Start of Data shown
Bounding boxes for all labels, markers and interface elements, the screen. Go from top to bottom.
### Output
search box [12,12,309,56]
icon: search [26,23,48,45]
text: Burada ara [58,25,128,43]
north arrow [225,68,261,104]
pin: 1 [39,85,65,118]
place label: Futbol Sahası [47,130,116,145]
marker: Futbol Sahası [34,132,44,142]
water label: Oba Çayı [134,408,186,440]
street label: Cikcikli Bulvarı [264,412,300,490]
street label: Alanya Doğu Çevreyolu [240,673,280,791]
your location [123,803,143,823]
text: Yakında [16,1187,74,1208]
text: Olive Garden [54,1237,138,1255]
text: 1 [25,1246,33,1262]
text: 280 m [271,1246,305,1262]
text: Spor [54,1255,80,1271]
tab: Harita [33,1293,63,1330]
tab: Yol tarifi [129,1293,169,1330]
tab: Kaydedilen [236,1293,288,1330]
End of Data shown
The task: Every line of the entries above that includes "Sahası" should be copied.

Answer box:
place label: Futbol Sahası [47,130,116,145]
marker: Futbol Sahası [34,132,44,142]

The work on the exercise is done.